Similarly, if you like Oblivion and want to play more games like it in the future, you should be begging people to buy the stupid mods. Like I said in the other mod thread: big open-ended RPGs are costly and risky. It was not pre-ordained that Oblivion would release (roughly) on schedule or be a hit. Having Oblivion and the add-ons be super-profitable will encourage development of similar games in the future. Enjoy the game, skip the ringtones.

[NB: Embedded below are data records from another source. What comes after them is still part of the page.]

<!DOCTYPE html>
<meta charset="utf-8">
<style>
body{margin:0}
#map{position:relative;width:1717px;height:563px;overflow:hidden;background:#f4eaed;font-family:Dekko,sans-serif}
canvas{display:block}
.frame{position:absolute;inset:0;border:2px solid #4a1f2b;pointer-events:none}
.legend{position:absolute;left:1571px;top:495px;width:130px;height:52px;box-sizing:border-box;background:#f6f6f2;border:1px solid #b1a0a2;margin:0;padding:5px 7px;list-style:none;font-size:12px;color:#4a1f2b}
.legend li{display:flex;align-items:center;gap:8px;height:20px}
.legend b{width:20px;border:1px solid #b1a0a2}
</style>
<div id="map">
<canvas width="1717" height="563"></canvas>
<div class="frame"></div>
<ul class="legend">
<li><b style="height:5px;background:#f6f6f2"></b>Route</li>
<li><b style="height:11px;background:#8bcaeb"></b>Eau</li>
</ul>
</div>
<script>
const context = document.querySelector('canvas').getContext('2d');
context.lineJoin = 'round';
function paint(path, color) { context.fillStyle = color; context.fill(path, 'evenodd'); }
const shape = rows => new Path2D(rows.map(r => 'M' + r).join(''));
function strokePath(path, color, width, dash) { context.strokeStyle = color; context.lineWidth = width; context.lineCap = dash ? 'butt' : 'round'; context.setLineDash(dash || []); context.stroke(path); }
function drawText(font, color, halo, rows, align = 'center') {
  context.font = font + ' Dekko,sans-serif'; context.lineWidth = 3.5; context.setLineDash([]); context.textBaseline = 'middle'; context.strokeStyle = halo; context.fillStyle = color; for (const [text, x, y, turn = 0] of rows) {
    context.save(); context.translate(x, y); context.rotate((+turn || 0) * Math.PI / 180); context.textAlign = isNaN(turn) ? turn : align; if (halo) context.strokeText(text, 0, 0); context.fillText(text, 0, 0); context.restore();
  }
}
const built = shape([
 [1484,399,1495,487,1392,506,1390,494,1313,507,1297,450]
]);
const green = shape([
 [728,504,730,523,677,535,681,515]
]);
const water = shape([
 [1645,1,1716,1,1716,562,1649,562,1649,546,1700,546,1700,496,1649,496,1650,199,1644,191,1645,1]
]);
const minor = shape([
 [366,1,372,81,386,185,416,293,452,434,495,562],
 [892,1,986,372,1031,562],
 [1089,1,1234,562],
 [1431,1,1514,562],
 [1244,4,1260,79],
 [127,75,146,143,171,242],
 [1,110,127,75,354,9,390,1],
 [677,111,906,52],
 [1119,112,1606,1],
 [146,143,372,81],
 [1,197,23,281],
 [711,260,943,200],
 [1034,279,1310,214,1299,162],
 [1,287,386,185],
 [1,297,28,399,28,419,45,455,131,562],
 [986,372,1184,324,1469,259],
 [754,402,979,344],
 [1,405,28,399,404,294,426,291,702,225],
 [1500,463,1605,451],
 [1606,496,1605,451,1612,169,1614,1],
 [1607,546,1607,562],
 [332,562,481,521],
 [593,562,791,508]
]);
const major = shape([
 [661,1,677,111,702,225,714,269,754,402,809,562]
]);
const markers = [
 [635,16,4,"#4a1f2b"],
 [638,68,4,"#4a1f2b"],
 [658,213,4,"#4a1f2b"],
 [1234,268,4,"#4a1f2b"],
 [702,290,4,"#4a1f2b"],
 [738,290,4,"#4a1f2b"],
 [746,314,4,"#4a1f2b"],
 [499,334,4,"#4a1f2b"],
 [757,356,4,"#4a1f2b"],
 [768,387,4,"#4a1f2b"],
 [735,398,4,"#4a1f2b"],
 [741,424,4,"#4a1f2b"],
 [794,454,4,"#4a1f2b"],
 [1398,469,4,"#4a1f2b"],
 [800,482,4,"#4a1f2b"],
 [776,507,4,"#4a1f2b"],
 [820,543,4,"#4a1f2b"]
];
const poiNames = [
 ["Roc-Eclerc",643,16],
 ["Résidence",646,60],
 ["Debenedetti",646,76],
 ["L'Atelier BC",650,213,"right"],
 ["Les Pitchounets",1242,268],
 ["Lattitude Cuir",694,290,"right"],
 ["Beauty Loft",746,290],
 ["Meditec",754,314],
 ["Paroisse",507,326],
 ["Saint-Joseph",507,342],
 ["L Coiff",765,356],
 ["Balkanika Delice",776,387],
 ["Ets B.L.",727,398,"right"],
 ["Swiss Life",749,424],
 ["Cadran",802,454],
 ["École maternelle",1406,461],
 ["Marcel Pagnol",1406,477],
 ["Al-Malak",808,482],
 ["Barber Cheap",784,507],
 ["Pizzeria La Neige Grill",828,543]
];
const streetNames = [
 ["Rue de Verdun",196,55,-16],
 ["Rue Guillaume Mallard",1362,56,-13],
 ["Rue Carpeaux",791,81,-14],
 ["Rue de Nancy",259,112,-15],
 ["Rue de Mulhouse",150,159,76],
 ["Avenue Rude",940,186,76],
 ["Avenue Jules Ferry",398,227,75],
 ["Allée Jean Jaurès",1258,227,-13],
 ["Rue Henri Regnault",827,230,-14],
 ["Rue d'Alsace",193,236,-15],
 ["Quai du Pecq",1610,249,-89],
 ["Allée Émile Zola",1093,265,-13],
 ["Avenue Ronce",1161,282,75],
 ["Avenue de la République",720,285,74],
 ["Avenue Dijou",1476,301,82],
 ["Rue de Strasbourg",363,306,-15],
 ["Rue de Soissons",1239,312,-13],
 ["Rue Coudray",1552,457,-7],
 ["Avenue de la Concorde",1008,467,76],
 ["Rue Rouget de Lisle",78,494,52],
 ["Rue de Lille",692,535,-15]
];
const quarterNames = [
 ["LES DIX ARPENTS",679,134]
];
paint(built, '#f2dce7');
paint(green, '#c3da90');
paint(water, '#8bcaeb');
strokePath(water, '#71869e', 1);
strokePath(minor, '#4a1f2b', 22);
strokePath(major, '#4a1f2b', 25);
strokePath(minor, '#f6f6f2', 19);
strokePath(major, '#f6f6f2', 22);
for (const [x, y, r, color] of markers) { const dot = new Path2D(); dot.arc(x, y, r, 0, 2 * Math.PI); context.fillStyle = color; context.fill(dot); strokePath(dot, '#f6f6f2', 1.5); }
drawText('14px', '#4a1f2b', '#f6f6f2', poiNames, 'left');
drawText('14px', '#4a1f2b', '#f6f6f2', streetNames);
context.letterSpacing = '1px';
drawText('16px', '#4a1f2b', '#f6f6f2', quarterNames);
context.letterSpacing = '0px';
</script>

Huh? I said it SOUNDED like a proper quest from the original description, not that the final thing was a proper quest. My point is that I shouldn’t have to get a line-by-line breakdown of everything that comes out to feel confident about that purchase - I should have faith in Bethesda to produce something that lives up to the concept. For instance, there’s no chance I’m going to buy a dungeon on spec from them after these opening launches, but in the event that they do release a good one, hearing why I should buy it (“Oh, then XYZ happens and it’s cool!”) will utterly kills the chance to experience it properly.

The ringtone analogy is a good one. Ringtones are good for savvy consumers like us because the unwashed masses buy them, make cellular telephony a more profitable enterprise, new companies enter the market, and the competition drives down prices for those of who never buy ringtones.

It’s an analogy in terms of content, where that doesn’t really apply - more that there’s no incentive for companies do anything more ambitious than ringtones and other basic shit because there’s enough of a market in that kind of easy stuff not to have to bother with anything harder. Which is very, very bad for savvy consumers who want to do more with their phones than play lame-ass Java games and watch the latest Crazy Frog adventure.

I think you and I are getting gip’d. We have a game with hours and hours of content, many quest lines, and tons of places to explore. So, clearly, we are pissed because they release a tower/horse for people that think it’s cool.

SpoofyChop and CheesyPoof shouldn’t post in the same thread.

You can talk to people on your phone, and you can play a role-playing game with Oblivion. Like everyone else I hope they start selling meatier mods, but even if they don’t – cell phones are constantly benefiting from competition and innovation, and I’d like the same to happen to RPGs. FORGET the content-free add-ons and let the people who are duped into buying them help fund/incentivize the next great RPG that you’ll be enjoying.